Insulin Release: Synchronizing beta cells in the pancreas
The amount of glucose in the blood is controlled by the hormone insulin, which is released by the pancreas when glucose levels get too high. The hormone is released from beta cells that are organized into spheroid structures within the pancreas known as islets of Langerhans. Like muscle cells in the heart, beta cells are electrically coupled together by gap junctions, and this coupling enables the cells within the islet to coordinate or synchronize their behavior and release insulin in a pulsatile manner.
Gap junctions are thought to be critical for controlling the dynamics of the islets and, hence, insulin secretion. Indeed, mice lacking gap junctions are unable to release insulin in pulses (Head et al., 2012). Gap junction (or electrical) coupling between beta cells has also been shown to weaken with age as insulin secretion declines and individuals become more susceptible to type 2 diabetes (Westacott et al., 2017a).
Recent studies have shown that beta cells can be separated into subpopulations based on their genetic makeup, the proteins they make, and how they behave (Benninger and Hodson, 2018). Some of these subgroups have a greater influence over islet dynamics than others (Stožer et al., 2013; Johnston et al., 2016; Salem et al., 2019; Westacott et al., 2017b; Nasteska et al., 2021). When these cells are disrupted – either by optogenetics or gene overexpression – islet function and insulin secretion decline, reminiscent of what occurs during aging and type 2 diabetes.
These subpopulations of beta cells are not physically connected and instead rely on their intrinsic properties to influence islet dynamics (Johnston et al., 2016; Westacott et al., 2017b; Nasteska et al., 2021). However, the cells in these subpopulations are too few in number to influence electrical coupling by gap junctions (Peercy and Sherman, 2022). Additionally, gap junctions alone cannot explain the activity patterns of the subpopulations identified, or their influence over islet function. So how do these two mechanisms work together to control blood glucose levels? Now, in eLife, Richard Benninger and co-workers – including Jennifer Briggs as first author – report new findings that shine some light on the relationship between beta cell subpopulations and gap junctions (Briggs et al., 2023).

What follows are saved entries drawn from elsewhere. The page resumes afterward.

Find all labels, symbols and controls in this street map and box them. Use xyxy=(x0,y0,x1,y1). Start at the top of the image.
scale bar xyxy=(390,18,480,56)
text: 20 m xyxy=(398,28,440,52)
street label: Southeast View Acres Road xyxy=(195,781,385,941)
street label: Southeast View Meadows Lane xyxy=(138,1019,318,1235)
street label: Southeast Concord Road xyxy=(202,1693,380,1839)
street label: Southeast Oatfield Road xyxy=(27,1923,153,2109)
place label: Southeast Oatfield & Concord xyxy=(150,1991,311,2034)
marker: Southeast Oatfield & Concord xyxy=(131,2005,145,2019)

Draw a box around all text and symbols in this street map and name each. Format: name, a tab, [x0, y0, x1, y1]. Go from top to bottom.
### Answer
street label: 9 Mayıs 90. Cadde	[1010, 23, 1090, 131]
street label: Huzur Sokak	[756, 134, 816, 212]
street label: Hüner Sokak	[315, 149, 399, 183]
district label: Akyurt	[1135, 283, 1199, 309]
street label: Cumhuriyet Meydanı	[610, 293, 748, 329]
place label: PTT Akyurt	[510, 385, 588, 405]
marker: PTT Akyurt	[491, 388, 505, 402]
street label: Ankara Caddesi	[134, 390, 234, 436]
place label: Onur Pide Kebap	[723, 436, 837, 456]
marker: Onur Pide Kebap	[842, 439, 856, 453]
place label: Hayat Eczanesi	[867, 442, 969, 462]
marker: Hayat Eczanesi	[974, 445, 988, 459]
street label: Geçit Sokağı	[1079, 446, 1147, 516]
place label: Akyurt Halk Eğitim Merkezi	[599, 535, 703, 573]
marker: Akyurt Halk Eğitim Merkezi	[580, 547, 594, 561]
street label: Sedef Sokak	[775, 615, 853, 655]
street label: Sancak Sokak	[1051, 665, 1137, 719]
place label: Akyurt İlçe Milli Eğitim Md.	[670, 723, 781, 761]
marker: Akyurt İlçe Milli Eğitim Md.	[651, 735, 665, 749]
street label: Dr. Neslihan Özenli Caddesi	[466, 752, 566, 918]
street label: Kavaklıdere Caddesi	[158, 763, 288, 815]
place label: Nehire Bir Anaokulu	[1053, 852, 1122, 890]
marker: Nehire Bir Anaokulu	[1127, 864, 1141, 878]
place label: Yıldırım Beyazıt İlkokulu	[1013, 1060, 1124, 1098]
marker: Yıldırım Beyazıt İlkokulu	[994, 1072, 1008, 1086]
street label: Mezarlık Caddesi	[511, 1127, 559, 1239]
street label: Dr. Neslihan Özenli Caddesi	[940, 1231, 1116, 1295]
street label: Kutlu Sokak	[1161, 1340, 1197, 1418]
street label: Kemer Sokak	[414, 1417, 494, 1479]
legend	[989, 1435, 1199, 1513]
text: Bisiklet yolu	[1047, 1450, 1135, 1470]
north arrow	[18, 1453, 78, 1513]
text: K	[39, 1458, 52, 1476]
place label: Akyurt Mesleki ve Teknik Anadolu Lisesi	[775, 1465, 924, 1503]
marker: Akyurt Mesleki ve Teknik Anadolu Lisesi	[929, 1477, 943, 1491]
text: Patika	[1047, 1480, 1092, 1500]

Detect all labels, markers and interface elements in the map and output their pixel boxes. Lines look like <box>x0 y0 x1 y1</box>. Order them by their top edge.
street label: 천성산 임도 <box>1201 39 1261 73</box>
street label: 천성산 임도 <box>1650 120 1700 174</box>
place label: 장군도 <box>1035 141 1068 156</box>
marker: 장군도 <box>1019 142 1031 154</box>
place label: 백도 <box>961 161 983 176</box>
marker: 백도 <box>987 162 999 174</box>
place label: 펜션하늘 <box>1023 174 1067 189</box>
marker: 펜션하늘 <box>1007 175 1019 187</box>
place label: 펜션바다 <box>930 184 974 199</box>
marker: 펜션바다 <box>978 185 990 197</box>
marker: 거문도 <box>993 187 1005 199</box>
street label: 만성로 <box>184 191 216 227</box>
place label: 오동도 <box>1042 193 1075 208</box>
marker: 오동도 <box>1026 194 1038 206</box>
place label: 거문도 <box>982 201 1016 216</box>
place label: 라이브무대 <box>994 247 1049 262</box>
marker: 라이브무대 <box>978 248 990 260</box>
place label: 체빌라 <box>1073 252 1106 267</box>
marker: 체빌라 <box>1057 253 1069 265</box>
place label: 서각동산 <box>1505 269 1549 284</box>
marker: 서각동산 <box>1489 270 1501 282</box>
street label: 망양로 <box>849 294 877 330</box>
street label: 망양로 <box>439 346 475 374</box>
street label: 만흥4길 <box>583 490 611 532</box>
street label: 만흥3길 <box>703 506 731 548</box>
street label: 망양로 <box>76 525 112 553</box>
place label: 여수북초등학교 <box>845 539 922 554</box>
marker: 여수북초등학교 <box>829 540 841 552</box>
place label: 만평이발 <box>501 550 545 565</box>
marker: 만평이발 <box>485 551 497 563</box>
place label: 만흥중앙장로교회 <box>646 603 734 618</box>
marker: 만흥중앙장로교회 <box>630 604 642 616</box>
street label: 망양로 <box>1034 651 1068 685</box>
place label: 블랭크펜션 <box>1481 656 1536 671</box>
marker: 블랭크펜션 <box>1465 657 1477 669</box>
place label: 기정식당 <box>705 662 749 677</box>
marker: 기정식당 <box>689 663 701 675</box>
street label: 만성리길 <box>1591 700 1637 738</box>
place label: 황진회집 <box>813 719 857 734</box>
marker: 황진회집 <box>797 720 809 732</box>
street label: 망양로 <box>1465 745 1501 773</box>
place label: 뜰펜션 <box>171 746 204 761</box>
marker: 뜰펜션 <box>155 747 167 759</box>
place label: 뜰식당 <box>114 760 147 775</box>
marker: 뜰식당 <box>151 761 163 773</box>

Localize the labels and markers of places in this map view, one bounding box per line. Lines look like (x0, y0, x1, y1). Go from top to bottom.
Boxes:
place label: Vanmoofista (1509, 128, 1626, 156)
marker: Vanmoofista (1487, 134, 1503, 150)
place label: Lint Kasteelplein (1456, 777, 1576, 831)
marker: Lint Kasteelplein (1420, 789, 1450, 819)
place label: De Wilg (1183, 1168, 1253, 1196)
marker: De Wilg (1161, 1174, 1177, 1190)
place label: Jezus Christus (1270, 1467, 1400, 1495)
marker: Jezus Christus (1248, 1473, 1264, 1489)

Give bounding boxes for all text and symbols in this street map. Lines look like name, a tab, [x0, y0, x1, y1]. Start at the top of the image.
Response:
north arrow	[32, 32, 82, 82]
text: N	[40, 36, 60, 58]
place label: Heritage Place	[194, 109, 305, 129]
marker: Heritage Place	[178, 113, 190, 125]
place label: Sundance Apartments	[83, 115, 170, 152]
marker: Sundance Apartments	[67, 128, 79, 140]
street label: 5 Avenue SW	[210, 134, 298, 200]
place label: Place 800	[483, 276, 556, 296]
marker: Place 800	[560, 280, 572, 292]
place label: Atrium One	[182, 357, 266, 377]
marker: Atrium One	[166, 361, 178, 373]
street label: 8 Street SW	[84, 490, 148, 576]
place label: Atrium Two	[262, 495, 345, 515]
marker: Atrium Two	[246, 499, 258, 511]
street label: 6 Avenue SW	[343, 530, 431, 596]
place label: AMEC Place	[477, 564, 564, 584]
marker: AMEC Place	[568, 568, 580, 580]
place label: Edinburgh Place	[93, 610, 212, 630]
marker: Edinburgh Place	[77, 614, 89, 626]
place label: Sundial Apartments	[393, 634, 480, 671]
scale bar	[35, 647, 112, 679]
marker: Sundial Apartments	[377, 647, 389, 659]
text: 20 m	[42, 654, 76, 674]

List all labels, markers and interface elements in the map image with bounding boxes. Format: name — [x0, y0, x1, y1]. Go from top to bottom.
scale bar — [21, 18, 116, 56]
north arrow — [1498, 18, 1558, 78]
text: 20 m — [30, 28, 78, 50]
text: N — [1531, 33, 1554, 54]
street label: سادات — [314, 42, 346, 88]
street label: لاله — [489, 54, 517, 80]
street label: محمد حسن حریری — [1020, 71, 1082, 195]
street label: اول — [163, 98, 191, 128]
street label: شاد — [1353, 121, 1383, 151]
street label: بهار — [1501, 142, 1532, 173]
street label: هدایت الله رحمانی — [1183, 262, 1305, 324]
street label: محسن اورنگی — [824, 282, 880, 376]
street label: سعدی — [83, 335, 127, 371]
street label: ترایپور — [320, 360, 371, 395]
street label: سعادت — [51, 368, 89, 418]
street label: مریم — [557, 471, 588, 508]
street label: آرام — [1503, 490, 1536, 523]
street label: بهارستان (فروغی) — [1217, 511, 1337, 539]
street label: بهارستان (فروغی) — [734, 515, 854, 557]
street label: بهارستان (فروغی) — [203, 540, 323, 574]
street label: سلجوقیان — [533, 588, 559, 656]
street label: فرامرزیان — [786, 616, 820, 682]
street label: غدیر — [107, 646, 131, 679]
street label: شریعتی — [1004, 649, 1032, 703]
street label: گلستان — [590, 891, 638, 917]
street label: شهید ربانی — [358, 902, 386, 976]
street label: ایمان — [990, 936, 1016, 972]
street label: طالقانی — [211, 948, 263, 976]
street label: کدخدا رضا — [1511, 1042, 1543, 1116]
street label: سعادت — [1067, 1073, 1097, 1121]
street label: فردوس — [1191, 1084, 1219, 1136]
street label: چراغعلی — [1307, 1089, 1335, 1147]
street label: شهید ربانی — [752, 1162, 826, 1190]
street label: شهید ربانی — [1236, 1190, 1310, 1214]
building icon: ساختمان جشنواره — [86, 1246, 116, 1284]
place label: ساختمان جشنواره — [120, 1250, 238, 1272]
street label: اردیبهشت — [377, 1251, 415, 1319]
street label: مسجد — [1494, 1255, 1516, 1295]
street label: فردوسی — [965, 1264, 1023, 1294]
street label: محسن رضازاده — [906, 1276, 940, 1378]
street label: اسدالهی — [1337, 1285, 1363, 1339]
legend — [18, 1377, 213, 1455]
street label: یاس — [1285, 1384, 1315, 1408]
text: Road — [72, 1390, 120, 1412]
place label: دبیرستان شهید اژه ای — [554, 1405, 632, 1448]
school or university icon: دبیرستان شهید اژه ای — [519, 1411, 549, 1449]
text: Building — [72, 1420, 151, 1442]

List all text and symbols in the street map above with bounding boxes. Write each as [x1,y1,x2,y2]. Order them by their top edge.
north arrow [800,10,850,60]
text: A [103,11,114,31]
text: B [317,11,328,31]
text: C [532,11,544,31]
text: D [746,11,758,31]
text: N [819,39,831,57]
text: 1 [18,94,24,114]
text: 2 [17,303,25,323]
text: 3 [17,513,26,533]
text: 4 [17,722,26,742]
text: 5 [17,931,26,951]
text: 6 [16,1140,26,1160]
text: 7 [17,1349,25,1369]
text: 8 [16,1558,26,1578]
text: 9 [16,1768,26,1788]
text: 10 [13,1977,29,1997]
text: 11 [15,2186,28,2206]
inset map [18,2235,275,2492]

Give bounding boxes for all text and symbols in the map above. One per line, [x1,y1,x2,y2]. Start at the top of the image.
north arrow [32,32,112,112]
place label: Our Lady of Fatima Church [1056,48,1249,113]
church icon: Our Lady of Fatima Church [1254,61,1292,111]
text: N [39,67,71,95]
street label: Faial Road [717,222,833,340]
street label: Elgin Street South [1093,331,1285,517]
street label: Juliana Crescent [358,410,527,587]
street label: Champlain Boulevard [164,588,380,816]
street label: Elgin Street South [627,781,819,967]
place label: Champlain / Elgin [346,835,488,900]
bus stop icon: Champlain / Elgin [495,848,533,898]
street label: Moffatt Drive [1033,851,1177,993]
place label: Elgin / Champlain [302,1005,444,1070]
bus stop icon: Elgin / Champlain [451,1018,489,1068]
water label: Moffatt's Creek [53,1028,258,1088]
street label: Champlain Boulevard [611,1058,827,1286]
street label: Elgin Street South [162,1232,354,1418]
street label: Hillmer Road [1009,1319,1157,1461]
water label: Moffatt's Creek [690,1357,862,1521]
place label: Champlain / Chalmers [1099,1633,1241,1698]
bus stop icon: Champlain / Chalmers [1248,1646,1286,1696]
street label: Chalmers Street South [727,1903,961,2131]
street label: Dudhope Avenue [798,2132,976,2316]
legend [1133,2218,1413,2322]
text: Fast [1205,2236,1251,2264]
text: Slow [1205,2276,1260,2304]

The researchers (who are based at the University of Colorado Anschutz Medical Campus and the University of Birmingham) found that the enzyme glucokinase – which senses changes in blood glucose levels – displayed elevated levels of activity in a subpopulation of beta cells. This resulted in heightened metabolism due to glucokinase breaking down more molecules of glucose to generate the high levels of ATP (usable energy) versus ADP (used energy) required for insulin release, reflecting previous findings (Johnston et al., 2016; Westacott et al., 2017b).
Notably, beta cells were more likely to synchronize their response to glucose if their metabolic activity was similar; moreover, changing these intrinsic properties led to a loss of the beta cell subpopulation. Reducing gap junction coupling also did not stop the beta cells within the islet from synchronizing their activity. It did, however, make them much weaker at transmitting electrical signals across the islet.
It has long been thought that gap junctions are the major driver of synchronized beta cell activity, and that their disruption during diabetes leads to impaired insulin secretion. However, the findings of Briggs et al. suggest that gap junctions are just one piece of the jigsaw, and that cells with similar intrinsic properties – such as metabolic actvity – also drive islet dynamics (Figure 1).
So which mechanism fails first during diabetes: gap junctions or intrinsic cellular properties? Small decreases in the number of gap junctions and their associated electrical signalling, which occurs during diabetes, would make it much harder for beta cells within a subpopulation to synchronize. On the other hand, small changes in intrinsic cellular properties might render gap junction synchronization much less effective. Complicating matters further, loss of gap junction coupling likely influences the intrinsic properties of beta cells and vice versa. Therefore, the disrupted islet dynamics and impaired insulin release observed in patients with diabetes is probably due in part to both mechanisms failing simultaneously.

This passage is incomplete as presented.